YOUR ASSIGNMENT: Where the material below has a line containing "content:''; display:block; margin:auto;", start repeating exactly, and keep going through the line containing "const shape = rows", with no other lines.
════
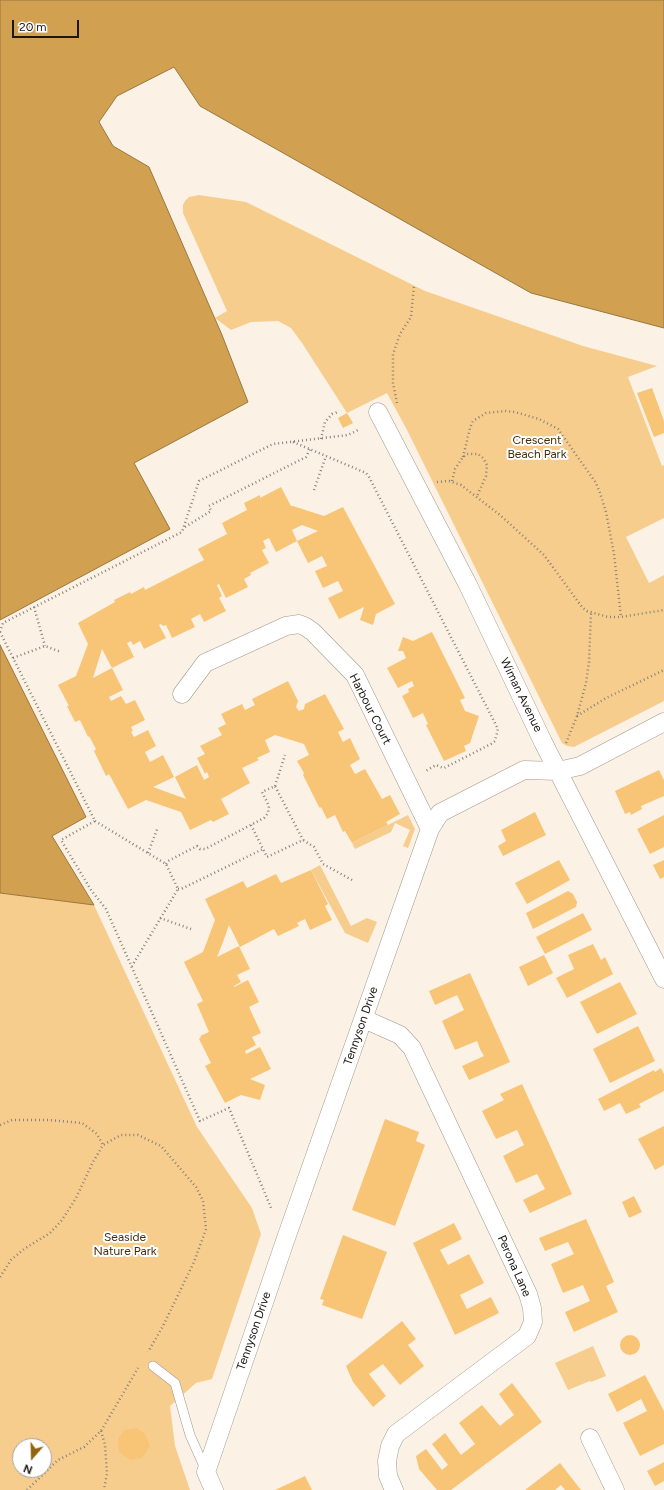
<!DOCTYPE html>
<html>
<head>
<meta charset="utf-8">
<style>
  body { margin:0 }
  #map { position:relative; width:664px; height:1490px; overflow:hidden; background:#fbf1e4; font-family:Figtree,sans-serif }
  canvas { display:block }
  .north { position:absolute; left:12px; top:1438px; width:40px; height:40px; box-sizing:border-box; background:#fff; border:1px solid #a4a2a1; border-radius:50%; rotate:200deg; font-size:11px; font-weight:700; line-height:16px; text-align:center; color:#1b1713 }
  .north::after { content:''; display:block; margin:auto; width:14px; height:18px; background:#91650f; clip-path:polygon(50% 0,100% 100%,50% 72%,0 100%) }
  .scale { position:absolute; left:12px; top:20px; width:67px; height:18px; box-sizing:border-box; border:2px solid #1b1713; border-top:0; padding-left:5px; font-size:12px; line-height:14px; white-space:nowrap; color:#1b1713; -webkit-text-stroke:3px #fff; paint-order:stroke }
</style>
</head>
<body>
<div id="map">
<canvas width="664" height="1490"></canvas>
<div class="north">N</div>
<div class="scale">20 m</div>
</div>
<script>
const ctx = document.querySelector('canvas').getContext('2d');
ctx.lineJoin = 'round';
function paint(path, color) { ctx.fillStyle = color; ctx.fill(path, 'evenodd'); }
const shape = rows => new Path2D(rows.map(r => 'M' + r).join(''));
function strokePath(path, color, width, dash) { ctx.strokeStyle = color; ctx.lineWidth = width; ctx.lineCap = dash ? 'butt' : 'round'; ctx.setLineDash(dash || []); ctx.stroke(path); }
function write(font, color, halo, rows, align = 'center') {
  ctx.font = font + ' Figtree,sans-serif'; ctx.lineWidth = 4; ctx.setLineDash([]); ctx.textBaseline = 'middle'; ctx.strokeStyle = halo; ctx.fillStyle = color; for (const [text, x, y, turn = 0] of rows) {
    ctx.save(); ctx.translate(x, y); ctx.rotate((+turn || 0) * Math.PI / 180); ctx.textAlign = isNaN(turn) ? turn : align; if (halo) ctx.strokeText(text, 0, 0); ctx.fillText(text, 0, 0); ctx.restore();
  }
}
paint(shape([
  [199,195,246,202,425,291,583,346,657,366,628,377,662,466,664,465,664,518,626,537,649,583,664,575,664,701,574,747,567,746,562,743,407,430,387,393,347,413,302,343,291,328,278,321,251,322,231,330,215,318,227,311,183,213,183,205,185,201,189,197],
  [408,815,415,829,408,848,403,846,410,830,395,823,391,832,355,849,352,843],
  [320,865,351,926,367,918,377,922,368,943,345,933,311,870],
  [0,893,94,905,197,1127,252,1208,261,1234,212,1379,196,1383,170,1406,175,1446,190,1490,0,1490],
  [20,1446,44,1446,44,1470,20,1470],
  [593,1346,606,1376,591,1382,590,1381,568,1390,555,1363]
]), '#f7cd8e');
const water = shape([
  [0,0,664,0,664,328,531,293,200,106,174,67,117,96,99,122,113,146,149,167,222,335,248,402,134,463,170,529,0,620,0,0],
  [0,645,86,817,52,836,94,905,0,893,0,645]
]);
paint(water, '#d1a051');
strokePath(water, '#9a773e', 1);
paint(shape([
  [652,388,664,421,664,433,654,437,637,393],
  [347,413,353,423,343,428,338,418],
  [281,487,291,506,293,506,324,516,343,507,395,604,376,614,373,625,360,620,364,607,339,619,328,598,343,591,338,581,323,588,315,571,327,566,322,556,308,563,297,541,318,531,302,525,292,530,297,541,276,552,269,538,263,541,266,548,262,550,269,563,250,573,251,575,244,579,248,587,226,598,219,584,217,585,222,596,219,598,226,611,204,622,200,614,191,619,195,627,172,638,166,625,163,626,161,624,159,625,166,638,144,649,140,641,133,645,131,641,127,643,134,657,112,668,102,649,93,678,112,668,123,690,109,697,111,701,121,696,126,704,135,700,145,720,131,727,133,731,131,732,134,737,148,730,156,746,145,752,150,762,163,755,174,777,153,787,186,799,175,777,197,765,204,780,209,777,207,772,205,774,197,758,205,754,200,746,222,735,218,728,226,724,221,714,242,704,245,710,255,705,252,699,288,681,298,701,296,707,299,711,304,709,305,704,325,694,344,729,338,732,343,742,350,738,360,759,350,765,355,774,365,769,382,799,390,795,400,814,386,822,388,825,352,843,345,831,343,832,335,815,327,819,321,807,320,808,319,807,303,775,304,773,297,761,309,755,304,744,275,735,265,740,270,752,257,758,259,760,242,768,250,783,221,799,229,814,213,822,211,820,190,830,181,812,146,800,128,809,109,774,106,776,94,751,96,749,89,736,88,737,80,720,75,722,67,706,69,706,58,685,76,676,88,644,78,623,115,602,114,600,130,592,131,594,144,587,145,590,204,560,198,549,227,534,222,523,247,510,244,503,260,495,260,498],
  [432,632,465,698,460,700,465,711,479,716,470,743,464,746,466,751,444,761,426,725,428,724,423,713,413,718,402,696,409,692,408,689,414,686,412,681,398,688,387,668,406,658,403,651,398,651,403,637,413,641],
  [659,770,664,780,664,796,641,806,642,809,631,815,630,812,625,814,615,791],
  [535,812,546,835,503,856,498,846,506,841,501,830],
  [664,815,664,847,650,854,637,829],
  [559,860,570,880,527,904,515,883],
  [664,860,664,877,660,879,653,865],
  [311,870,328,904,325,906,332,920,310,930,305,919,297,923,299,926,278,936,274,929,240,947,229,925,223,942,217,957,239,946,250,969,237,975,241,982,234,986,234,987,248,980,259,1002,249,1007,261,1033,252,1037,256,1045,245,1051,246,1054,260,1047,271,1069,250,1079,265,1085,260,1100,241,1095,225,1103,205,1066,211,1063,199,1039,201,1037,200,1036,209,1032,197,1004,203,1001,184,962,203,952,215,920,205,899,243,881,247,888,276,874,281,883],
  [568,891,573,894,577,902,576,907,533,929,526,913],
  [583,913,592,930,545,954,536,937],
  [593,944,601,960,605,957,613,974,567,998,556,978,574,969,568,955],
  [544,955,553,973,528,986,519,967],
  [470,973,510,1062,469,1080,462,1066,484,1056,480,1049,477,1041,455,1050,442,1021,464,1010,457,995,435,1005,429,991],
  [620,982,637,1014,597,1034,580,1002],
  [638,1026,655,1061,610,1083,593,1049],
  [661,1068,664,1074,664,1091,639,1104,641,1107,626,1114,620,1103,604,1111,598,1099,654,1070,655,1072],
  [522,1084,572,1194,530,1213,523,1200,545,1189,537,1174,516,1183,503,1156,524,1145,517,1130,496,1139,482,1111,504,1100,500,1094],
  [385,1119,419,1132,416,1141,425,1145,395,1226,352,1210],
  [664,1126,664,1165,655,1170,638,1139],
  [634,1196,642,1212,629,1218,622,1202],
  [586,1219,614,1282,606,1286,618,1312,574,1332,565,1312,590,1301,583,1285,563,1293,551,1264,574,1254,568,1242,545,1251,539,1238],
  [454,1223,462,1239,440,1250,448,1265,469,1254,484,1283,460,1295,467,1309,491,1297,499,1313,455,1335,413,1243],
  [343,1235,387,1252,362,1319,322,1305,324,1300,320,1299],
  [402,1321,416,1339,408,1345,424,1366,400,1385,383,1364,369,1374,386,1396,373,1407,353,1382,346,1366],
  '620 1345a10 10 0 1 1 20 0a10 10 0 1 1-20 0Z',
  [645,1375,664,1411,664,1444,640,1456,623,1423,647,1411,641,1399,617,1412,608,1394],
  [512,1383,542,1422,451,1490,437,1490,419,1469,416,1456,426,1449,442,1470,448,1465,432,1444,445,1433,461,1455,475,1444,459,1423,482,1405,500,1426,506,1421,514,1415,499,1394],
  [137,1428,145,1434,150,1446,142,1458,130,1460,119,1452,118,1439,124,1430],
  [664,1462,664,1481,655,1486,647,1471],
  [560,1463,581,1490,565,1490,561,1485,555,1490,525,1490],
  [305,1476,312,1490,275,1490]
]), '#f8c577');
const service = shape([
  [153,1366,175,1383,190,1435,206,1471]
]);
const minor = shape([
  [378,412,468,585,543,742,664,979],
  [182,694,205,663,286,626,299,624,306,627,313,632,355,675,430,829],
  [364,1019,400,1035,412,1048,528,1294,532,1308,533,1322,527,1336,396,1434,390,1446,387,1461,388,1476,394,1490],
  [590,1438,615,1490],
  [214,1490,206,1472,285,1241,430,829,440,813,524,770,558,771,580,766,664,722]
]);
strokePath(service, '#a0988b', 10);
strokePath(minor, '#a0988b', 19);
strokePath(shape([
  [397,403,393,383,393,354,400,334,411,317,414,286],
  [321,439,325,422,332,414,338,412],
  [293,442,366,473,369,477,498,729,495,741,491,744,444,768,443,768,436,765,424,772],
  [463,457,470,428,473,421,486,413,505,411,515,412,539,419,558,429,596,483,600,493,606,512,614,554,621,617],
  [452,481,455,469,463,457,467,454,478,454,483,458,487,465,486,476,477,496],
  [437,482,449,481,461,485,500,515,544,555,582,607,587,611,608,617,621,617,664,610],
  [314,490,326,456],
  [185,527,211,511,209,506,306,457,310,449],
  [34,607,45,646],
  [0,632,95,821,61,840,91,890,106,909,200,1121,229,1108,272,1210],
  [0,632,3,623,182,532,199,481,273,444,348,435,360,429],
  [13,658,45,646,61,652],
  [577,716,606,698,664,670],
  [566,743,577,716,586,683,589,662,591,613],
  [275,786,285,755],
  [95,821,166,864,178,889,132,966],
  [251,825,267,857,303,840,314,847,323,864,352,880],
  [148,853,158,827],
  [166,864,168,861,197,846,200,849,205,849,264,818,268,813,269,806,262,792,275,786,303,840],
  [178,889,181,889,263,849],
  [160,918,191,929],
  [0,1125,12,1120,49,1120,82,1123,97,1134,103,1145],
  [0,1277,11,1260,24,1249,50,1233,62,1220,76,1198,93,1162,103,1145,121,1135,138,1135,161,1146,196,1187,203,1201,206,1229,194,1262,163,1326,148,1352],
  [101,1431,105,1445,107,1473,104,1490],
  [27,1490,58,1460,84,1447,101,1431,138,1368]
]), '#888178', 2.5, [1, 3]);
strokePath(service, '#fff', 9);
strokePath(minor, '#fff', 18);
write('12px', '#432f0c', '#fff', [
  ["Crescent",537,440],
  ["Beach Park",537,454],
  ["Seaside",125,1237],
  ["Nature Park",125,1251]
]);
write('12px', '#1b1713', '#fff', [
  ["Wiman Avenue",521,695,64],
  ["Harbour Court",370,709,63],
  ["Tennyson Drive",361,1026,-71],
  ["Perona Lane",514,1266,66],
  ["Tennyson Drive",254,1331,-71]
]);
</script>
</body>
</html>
════
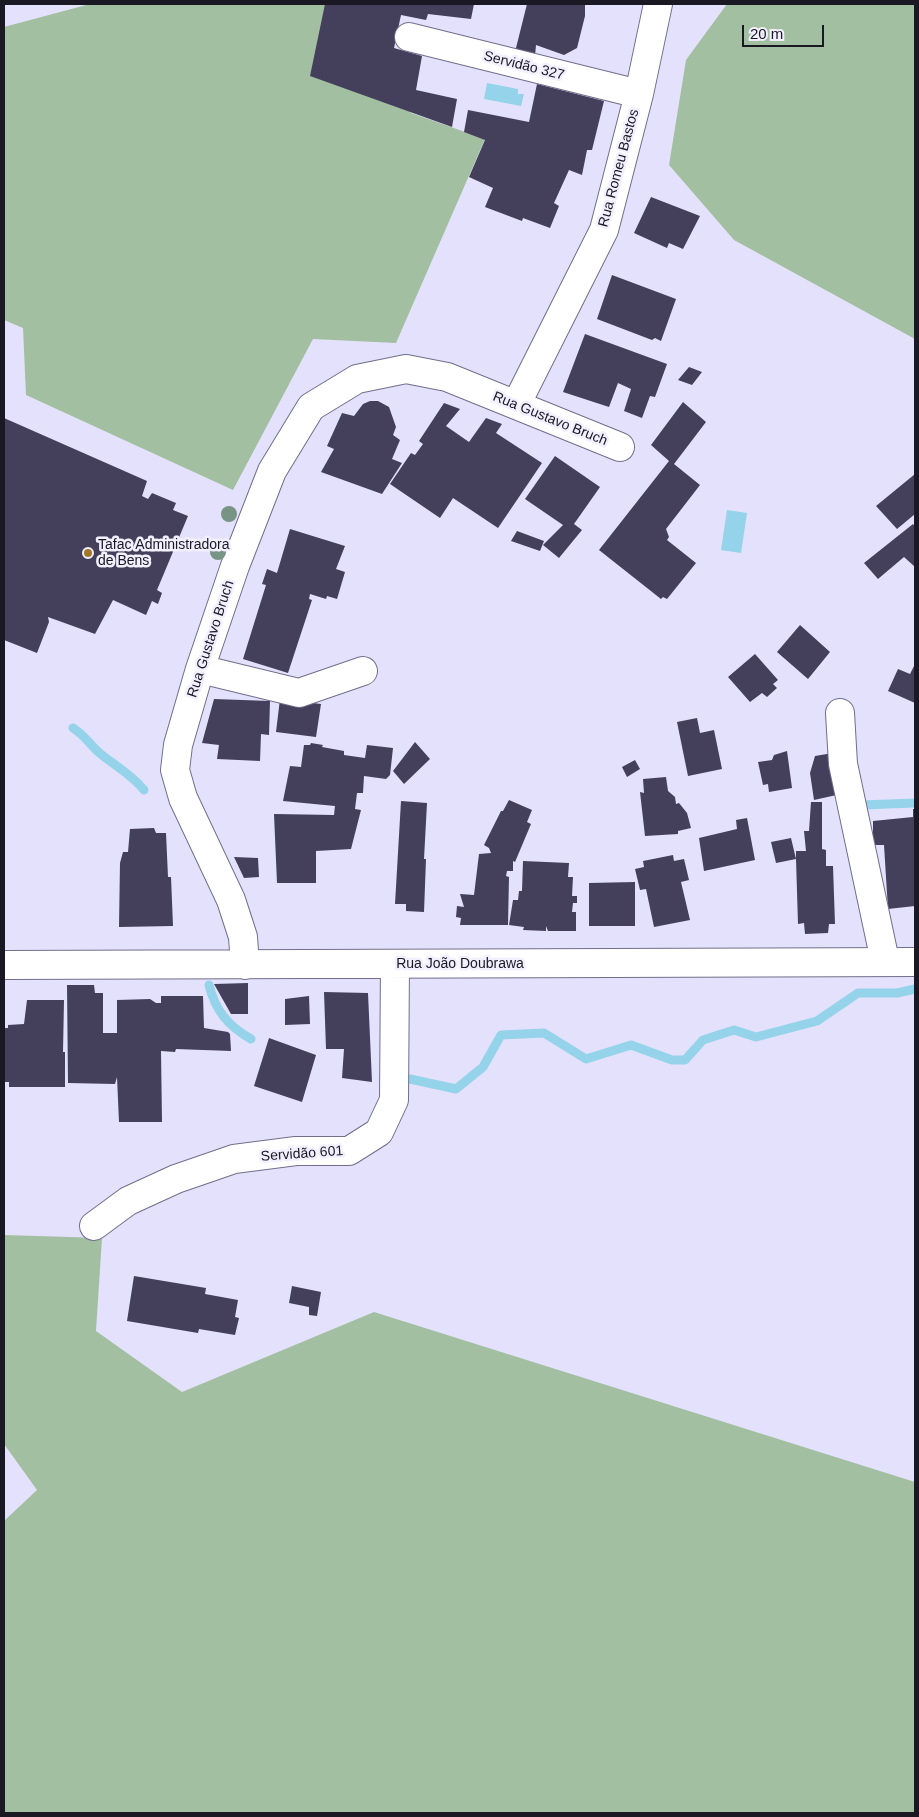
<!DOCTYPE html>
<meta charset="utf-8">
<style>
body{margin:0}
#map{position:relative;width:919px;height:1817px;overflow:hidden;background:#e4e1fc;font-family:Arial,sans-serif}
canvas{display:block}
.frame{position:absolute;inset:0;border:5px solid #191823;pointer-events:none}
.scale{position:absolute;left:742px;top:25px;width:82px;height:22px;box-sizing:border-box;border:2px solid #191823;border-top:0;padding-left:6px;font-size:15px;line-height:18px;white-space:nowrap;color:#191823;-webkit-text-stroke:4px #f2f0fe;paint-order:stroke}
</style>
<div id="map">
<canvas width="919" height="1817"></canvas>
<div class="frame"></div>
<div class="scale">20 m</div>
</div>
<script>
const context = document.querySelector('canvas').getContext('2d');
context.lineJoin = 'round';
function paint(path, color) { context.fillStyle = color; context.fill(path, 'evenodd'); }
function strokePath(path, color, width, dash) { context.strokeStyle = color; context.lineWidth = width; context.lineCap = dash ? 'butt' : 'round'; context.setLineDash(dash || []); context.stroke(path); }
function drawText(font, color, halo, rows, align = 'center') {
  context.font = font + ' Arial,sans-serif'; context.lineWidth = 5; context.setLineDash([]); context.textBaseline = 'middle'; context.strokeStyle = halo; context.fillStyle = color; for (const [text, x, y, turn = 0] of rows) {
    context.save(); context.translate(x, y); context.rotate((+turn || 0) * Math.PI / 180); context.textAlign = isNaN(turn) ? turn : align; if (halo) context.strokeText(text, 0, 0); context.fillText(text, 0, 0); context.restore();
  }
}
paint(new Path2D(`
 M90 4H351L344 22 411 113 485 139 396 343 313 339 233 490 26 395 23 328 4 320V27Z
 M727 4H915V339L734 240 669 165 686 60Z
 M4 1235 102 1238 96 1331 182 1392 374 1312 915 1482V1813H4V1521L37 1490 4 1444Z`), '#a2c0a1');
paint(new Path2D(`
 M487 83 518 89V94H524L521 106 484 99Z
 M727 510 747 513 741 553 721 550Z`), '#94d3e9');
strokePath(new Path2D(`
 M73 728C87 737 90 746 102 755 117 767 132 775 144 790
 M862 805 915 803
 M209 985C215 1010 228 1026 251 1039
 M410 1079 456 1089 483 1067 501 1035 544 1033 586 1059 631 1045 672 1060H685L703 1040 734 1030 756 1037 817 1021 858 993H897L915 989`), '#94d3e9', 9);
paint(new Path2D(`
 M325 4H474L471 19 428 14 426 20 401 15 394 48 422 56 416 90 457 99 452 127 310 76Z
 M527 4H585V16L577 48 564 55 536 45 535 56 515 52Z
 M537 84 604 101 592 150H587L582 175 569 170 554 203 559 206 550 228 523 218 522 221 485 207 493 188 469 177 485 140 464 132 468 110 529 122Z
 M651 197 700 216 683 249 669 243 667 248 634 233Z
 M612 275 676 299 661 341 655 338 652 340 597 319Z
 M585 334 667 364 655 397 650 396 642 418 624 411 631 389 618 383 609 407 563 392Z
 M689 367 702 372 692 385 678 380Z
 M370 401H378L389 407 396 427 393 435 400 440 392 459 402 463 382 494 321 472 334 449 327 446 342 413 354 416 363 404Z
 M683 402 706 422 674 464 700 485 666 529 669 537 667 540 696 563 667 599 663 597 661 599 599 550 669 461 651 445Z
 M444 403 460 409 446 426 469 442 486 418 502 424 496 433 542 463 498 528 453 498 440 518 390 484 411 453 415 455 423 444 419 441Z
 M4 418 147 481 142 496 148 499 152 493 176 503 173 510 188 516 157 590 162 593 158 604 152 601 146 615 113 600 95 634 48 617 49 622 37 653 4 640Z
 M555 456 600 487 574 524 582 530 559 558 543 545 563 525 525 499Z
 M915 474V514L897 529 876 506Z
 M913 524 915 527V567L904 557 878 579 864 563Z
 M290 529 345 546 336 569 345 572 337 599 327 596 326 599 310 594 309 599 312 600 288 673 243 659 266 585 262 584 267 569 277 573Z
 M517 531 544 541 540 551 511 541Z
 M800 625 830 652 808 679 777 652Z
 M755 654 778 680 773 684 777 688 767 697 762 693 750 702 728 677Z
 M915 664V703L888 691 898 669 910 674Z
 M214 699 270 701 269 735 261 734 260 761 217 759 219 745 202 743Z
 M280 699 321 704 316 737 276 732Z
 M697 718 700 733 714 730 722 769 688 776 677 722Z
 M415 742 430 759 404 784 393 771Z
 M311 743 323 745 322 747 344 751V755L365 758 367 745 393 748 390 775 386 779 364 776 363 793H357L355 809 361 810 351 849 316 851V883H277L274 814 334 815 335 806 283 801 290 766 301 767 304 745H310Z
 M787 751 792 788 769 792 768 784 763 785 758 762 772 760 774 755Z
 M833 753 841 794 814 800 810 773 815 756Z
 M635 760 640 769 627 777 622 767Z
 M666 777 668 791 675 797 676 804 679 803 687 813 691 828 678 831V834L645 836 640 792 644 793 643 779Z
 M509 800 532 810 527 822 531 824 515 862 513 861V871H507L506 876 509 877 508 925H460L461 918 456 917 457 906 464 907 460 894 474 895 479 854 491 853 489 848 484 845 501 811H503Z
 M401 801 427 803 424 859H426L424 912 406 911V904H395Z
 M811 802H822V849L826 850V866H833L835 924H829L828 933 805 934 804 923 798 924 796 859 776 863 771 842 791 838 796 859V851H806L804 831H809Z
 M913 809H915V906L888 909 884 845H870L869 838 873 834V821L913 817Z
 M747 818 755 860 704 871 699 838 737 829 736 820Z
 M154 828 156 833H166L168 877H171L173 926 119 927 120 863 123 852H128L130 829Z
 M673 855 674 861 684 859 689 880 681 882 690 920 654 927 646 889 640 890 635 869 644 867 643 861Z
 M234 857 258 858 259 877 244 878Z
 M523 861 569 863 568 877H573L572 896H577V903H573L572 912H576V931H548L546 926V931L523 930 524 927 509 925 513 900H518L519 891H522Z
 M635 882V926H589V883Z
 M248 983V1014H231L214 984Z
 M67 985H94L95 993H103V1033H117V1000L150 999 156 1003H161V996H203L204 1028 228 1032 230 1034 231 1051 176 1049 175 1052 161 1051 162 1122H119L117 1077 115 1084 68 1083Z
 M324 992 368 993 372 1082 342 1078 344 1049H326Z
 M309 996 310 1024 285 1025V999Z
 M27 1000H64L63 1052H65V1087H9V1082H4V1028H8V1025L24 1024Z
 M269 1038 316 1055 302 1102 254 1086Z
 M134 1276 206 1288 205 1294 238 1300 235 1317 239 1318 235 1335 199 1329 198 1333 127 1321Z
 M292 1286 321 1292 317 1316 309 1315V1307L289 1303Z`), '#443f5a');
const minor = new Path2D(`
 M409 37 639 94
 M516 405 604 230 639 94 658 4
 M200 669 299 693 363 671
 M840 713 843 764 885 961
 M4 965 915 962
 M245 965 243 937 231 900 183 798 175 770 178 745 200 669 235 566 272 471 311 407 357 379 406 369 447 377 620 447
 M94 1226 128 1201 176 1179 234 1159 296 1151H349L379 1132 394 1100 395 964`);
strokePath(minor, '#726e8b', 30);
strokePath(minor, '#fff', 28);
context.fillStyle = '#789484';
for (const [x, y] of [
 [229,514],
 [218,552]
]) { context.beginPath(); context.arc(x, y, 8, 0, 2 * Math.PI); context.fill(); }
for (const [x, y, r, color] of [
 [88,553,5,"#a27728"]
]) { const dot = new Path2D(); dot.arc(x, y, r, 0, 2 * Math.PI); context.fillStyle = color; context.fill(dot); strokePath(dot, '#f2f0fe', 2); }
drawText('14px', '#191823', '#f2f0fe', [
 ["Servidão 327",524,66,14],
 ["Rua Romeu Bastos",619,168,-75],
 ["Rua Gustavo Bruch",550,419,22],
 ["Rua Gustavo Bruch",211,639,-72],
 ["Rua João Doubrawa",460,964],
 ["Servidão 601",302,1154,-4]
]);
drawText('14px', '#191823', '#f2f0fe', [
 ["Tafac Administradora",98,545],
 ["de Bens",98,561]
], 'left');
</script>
════
OUTPUT FOR THIS TASK:
  .north::after { content:''; display:block; margin:auto; width:14px; height:18px; background:#91650f; clip-path:polygon(50% 0,100% 100%,50% 72%,0 100%) }
  .scale { position:absolute; left:12px; top:20px; width:67px; height:18px; box-sizing:border-box; border:2px solid #1b1713; border-top:0; padding-left:5px; font-size:12px; line-height:14px; white-space:nowrap; color:#1b1713; -webkit-text-stroke:3px #fff; paint-order:stroke }
</style>
</head>
<body>
<div id="map">
<canvas width="664" height="1490"></canvas>
<div class="north">N</div>
<div class="scale">20 m</div>
</div>
<script>
const ctx = document.querySelector('canvas').getContext('2d');
ctx.lineJoin = 'round';
function paint(path, color) { ctx.fillStyle = color; ctx.fill(path, 'evenodd'); }
const shape = rows => new Path2D(rows.map(r => 'M' + r).join(''));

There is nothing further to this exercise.